The unfortunate truth is that indignation is not a business strategy.

When university presses work on their strategic plans, that is what they have to do: ask first how to become more important to the parent, and then ask how to become financially independent of the parent. A press that has a profit of 1% — nothing really — is not going to be the target for cuts. A press whose program is integral to some of the key research centers on campus will have some heavy hitters to go to bat for it. One of the saddest things about the situation at Stanford is the outrage of faculty members who support the Press — sad because the anticipated budget cuts not only go to the Press but also silently make a statement that the fields of interest to these faculty members are of relatively low priority. In a big family who wants to be the least-loved child? The unfortunate truth is that indignation is not a business strategy.

If Stanford University Press were to be given a stay of execution, the question is what it would do with the time. It has to direct its energy at the two targets: centrality to the university’s priorities and financial independence. The outcome of this exercise might be to ask for even more money, not to cover current operating expenses but to invest in new programs. Should the Press get into journal publishing or database publishing? Is it publishing in fields where overall growth floats the fortunes of its books? Does it have a convincing vision for the future of publishing and the role it wants to play? I hope the Press will be able to answer these questions (and has the time to work on them) and that the next iteration of the Press’s strategy will represent a progressive and robust enterprise. It would be wonderful to wake up one day and hear the provost talk about the strength of the university, beginning with its eponymous Press.

Joseph Esposito

Joseph Esposito

Joe Esposito is a management consultant for the publishing and digital services industries. Joe focuses on organizational strategy and new business development. He is active in both the for-profit and not-for-profit areas.

Discussion

18 Thoughts on "Where Does a University Press Sit in its Parent’s Priorities?"
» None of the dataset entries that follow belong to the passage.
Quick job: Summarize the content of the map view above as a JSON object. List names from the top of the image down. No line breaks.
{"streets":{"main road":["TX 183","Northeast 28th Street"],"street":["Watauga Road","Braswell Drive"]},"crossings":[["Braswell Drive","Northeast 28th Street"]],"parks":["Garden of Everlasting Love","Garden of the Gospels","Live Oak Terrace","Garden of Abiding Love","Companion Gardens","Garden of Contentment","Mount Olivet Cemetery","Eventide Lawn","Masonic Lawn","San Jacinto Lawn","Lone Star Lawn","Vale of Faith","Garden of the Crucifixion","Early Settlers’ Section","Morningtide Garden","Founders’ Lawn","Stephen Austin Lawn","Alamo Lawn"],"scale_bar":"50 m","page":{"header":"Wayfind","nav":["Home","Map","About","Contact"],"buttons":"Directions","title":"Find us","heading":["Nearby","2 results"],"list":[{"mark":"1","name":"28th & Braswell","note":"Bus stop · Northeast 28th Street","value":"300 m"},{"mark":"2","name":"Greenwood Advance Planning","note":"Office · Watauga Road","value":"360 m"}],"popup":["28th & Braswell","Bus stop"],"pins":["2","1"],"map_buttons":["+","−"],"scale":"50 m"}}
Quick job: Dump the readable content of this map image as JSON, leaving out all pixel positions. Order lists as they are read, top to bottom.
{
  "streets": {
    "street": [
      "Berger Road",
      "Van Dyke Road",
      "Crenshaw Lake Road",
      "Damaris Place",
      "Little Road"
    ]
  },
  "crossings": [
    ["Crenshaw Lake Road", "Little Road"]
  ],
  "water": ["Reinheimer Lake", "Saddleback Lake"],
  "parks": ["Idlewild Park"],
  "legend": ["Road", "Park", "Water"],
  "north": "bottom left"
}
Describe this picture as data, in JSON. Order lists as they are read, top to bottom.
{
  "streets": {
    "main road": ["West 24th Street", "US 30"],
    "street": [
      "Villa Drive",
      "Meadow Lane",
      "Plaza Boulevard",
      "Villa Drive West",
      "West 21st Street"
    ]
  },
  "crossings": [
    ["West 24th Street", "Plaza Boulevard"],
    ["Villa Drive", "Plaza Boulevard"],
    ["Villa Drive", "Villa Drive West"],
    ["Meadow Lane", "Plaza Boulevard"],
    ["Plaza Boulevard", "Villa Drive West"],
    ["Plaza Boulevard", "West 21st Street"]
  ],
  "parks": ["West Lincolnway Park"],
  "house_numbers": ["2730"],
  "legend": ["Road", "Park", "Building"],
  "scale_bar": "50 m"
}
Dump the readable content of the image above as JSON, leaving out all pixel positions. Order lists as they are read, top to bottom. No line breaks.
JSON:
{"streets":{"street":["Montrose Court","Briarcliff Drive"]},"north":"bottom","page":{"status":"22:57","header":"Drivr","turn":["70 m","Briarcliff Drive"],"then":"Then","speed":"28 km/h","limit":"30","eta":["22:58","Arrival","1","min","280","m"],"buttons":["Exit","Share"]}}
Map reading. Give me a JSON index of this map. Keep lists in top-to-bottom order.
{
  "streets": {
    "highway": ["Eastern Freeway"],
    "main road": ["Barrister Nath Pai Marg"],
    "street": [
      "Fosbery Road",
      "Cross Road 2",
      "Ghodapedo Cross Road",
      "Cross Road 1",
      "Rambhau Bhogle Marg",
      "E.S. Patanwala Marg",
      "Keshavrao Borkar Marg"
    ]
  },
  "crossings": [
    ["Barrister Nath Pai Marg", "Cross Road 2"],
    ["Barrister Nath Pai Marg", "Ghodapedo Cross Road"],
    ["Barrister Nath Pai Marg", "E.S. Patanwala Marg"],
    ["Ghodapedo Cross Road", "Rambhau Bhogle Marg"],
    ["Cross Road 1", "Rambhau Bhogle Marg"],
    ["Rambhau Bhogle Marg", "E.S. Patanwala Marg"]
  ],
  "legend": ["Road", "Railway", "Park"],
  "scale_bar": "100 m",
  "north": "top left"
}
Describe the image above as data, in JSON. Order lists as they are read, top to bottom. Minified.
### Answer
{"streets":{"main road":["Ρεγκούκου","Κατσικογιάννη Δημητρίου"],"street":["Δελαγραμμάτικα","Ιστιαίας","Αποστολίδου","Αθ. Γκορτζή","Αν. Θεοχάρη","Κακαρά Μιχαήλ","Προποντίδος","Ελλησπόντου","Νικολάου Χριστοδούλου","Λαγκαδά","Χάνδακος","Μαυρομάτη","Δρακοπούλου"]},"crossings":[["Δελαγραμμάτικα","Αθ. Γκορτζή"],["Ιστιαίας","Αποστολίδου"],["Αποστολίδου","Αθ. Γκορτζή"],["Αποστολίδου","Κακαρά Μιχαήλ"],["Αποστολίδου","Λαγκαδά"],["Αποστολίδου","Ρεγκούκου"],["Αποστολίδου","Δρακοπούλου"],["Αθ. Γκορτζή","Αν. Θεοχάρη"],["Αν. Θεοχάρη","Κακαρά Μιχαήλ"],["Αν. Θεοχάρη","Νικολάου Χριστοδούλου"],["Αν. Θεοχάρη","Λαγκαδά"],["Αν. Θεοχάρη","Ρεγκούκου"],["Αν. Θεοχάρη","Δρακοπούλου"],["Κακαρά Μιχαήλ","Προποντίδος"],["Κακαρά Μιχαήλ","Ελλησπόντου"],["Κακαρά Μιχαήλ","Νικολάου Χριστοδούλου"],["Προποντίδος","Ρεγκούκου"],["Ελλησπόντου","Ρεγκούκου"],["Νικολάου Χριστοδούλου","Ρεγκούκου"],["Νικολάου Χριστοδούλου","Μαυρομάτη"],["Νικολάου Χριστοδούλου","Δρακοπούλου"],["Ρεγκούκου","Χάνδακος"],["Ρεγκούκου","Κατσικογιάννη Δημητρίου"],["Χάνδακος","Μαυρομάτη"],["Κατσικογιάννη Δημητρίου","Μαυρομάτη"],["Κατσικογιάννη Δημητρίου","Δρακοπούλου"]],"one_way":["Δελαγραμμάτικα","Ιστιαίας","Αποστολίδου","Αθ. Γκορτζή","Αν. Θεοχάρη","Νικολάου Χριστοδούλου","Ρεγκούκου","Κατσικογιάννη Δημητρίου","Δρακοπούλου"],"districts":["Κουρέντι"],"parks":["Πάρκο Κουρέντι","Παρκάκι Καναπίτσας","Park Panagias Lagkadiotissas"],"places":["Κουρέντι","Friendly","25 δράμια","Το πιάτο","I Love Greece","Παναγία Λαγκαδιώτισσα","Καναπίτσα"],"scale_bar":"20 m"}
Substitute in libraries for press and this is exactly why my ACRL presidential initiative back in 2010-11 was the “Value of Academic Libraries” … hope is not a business plan, indignation is not a business strategy, and you can’t spend love or nostalgia. Anyway ….

There has been a piece of information in the reporting that I’d love to hear more about if anyone has seen/knows more. “E.J. Miranda noted that a “very significant allocation” was made three years ago, granting $1.7 million per year for three years, as a series of “one-time funds” with the “assurance from the Press that this would be a bridge to a self-sustaining future.”” (https://www.stanforddaily.com/2019/04/29/stanford-community-outraged-at-su-press-defunding-over-1000-sign-petitions/)

Was the press overly optimistic in the timeline for achieving self-sustaining? Have factors changed in unexpected ways? Was the quid-pro-quo not fully understood? Or … something else?

+1 to Lisa’s comment. And in preemptive response to those who will object that the library is not a business and that therefore talking about its “business model” constitutes promoting the “wrong narrative,” I’ll just point out that every organization has to have a business model — where “business model” means “a clear understanding of where its funding comes from, how the funding is used, and how the funding will be secured for the future.” The longer I spend in this busi… er, profession, the more convinced I become that a) achieving and b) repeatedly demonstrating institutional alignment are two of the most fundamental organizational competencies of every academic library. University presses are a bellwether for us, if we’re willing and able to pay attention.

Sad news for the Stanford University Press authors, supporters and employees. But in the interest of being fair to Stanford it is the institutional source of one of the most interesting and valuable, long running, Open Access ventures. The Stanford Encyclopedia of Philosophy https://plato.stanford.edu/ and that impressive achievement has been built on a good deal of outside grants and benefaction. The SEP is not formally a university press but its a formidable and enviable contribution to scholarship with high standards of selection and editing. I am surprised that other disciplines have not sought or succeeded in emulating it.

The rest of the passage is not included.